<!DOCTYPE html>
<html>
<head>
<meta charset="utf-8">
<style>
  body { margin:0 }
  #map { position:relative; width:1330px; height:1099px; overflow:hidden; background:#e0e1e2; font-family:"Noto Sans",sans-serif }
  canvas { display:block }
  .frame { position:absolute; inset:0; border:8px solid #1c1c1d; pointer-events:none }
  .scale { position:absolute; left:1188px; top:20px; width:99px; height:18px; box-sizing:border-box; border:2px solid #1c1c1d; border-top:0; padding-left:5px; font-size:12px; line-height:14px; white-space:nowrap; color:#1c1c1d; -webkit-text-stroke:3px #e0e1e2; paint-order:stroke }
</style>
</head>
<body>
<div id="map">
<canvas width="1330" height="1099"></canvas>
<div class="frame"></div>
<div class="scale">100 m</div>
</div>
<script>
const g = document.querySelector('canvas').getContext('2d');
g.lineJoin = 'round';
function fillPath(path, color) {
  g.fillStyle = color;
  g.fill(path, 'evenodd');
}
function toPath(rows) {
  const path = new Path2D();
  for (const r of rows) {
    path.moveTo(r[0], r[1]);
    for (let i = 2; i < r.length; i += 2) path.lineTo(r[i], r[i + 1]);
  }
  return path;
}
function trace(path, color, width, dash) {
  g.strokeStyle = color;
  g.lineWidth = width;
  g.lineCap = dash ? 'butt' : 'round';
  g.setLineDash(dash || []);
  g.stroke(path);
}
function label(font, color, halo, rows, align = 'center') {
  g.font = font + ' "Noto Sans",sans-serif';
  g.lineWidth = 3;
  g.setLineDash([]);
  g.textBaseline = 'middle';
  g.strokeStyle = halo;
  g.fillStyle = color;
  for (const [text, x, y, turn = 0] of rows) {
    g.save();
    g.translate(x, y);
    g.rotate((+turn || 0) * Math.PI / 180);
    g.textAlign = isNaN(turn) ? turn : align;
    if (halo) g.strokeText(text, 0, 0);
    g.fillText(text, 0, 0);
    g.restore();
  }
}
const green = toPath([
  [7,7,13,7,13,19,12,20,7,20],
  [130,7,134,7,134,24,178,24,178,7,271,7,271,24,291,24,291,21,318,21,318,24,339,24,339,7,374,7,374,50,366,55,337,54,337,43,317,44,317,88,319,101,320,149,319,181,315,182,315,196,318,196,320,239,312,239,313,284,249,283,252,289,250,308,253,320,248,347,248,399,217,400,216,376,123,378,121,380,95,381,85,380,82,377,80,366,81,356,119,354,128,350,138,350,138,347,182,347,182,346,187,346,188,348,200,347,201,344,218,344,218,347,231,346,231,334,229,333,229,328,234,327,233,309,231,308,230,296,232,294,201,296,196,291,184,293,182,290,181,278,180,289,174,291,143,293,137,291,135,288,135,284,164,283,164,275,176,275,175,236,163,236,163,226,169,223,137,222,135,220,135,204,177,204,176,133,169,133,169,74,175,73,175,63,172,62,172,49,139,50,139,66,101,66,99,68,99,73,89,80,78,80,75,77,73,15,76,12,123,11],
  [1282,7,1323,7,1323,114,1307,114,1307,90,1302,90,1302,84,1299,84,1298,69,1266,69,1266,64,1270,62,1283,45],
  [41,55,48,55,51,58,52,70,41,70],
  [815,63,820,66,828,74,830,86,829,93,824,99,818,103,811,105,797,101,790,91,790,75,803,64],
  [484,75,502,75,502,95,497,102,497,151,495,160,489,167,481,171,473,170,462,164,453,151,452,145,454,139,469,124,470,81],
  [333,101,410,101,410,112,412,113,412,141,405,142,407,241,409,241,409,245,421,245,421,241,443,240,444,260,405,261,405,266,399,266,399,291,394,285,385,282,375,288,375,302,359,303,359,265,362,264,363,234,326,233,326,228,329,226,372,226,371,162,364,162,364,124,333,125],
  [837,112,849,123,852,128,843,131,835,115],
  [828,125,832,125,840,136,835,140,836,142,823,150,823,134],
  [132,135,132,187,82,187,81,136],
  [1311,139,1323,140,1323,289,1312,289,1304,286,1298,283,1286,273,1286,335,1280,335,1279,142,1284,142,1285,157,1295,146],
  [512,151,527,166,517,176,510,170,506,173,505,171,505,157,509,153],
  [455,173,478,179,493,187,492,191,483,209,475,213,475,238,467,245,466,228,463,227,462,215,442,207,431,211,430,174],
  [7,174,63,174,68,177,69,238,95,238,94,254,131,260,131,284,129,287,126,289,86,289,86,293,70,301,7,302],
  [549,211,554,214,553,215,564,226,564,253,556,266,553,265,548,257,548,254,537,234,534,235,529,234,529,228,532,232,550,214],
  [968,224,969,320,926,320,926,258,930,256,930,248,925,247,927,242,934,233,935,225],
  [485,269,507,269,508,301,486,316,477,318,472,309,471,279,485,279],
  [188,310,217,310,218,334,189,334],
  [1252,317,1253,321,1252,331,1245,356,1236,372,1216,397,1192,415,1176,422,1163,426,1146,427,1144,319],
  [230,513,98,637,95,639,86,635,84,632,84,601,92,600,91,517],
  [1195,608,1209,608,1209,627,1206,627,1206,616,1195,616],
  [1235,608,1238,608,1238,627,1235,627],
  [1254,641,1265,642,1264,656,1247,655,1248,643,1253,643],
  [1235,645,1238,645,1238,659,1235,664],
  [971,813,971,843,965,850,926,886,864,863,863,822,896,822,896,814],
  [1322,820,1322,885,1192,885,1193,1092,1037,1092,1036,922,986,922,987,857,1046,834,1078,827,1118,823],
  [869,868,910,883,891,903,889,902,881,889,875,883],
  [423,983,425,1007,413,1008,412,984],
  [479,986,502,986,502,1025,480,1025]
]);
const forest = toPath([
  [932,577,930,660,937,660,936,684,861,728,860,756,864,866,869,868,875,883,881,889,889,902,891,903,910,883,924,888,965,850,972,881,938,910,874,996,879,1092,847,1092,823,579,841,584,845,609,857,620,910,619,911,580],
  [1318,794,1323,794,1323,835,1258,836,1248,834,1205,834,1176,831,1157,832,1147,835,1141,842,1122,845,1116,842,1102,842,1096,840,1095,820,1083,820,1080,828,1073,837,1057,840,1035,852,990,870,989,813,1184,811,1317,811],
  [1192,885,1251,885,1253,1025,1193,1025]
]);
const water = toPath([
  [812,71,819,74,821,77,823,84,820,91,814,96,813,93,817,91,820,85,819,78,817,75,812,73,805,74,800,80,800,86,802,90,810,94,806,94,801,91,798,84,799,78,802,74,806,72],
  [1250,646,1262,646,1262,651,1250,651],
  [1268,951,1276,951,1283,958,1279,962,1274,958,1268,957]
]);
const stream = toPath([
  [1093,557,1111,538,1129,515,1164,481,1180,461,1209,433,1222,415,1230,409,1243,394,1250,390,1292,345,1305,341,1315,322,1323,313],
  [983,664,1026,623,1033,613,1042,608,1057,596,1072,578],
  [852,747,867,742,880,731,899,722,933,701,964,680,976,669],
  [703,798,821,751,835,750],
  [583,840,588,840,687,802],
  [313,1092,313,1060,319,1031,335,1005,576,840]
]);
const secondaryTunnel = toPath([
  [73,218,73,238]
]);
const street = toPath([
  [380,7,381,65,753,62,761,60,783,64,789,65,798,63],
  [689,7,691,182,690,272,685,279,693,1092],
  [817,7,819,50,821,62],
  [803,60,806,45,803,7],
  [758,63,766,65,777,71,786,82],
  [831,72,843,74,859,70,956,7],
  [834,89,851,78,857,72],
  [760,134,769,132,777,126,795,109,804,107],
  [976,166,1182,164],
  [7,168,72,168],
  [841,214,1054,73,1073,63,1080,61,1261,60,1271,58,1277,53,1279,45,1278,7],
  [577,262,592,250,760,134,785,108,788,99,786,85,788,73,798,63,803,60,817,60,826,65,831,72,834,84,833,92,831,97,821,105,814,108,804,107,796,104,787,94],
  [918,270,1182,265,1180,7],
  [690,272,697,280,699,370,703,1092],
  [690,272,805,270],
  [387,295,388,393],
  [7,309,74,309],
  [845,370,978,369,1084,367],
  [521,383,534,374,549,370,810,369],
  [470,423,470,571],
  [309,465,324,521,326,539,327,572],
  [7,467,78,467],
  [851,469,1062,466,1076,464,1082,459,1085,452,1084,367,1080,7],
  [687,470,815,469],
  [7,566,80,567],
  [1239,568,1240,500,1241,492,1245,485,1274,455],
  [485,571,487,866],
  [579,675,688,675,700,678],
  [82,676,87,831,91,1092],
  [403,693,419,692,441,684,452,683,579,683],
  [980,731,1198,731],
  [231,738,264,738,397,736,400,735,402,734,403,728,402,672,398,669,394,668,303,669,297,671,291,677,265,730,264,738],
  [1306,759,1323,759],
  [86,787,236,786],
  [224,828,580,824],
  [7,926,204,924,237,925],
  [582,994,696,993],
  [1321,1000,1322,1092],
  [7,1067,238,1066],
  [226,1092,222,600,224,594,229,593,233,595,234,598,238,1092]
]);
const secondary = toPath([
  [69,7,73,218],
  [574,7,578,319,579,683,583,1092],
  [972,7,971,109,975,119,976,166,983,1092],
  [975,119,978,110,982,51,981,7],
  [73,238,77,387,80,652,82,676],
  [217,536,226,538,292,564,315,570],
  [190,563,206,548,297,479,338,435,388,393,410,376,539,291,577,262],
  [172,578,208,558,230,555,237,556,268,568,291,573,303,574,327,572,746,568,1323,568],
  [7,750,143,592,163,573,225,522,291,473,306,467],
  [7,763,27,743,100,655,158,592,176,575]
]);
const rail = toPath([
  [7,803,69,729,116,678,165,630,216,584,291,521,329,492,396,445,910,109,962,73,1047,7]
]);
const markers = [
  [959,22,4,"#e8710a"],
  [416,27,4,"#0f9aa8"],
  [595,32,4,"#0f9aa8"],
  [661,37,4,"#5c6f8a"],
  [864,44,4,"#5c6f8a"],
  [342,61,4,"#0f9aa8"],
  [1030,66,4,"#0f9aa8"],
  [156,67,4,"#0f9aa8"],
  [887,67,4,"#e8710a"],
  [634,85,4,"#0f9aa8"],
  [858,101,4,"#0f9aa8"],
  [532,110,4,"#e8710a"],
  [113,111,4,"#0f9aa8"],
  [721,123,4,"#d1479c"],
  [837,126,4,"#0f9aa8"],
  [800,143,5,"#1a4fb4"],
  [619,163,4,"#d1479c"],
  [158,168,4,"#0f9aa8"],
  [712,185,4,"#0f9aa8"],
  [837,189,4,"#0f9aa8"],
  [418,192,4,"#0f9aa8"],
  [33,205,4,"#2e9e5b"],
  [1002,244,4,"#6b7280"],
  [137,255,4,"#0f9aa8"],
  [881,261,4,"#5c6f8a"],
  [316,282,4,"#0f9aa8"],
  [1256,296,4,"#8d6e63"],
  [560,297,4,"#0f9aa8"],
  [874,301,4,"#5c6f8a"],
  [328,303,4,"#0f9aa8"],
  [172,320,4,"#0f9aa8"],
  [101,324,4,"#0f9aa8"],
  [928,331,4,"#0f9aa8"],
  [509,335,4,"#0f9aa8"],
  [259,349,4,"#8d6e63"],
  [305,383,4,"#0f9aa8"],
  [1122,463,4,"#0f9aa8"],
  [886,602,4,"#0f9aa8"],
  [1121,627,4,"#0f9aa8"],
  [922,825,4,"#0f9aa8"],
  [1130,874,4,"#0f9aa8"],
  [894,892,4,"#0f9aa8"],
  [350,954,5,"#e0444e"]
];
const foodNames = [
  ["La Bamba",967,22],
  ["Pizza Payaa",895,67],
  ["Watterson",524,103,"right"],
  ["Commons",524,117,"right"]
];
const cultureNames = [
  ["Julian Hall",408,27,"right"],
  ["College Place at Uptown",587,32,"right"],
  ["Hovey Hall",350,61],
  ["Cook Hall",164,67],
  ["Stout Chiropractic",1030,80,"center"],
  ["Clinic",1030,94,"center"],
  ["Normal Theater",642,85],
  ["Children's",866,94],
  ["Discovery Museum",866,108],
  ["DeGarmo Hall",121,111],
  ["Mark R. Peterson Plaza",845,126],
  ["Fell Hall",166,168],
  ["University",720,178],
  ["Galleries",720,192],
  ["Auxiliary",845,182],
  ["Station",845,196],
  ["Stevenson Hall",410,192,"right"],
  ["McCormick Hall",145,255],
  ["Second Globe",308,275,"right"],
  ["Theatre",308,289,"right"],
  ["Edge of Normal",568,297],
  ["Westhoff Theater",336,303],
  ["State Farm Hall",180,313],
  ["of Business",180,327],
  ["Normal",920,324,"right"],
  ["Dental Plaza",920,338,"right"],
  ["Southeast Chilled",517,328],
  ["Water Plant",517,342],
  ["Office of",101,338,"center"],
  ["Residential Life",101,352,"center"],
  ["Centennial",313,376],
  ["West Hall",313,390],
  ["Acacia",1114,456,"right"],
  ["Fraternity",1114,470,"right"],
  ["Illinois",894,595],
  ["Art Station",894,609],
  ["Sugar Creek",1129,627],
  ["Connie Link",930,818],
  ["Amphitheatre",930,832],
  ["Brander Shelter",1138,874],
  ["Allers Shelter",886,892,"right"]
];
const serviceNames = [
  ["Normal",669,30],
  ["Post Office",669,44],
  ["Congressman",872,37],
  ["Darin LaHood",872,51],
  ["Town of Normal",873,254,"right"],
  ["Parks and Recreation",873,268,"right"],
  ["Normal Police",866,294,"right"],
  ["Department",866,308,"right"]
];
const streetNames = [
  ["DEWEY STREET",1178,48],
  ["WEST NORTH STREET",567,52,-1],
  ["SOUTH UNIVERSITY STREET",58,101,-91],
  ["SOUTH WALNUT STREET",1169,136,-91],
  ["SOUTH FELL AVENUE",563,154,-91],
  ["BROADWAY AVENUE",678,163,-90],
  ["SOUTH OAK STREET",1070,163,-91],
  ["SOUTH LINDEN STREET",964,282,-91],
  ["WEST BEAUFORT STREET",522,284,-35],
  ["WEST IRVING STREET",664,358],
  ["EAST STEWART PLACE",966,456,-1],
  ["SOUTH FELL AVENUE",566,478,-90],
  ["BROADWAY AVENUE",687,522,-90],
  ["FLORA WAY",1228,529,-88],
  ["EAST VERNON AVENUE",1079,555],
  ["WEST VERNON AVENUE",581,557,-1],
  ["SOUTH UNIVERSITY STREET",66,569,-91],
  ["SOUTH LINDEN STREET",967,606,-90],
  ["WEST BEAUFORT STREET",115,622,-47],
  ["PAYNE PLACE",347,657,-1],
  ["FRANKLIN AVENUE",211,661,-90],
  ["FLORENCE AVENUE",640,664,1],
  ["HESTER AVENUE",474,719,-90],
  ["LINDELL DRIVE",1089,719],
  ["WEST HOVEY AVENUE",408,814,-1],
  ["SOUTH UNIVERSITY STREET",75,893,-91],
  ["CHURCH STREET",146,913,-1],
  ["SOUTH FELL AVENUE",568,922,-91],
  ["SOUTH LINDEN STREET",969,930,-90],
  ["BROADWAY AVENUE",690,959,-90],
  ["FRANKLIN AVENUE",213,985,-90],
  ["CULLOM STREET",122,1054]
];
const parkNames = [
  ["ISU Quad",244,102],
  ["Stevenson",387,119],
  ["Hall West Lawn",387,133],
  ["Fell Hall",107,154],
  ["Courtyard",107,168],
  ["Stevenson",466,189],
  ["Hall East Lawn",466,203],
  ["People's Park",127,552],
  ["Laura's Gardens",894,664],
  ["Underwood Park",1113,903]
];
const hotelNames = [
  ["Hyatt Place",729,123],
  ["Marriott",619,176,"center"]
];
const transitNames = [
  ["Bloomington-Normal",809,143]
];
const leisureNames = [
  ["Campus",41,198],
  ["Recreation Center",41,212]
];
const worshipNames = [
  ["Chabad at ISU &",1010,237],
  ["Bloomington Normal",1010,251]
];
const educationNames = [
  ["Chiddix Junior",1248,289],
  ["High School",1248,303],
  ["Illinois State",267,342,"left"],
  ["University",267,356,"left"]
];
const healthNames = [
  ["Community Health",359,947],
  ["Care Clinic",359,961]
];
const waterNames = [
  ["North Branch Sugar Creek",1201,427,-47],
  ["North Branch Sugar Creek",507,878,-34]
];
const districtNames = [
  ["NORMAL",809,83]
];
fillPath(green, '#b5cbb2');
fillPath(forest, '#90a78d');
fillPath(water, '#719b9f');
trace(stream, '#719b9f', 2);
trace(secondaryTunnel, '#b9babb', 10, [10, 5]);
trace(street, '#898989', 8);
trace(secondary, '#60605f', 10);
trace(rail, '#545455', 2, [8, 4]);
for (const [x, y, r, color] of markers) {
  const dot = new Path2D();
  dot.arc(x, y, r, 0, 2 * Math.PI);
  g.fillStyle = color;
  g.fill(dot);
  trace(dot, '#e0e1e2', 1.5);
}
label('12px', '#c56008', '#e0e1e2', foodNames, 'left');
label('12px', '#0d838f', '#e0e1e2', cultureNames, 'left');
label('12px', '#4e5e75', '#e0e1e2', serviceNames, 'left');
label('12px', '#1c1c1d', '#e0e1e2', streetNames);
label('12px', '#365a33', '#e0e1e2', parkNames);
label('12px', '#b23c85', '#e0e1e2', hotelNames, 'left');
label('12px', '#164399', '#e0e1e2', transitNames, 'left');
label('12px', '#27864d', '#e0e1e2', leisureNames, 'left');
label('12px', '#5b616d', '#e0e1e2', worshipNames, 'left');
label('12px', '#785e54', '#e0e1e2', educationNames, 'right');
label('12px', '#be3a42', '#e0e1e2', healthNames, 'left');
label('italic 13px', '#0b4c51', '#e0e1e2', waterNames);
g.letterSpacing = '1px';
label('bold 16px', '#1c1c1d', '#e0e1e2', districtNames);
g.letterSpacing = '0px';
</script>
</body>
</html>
━━━━━━━━━━
Required work: Only a number is wanted: how many lines above include "height"?

Answer space: 3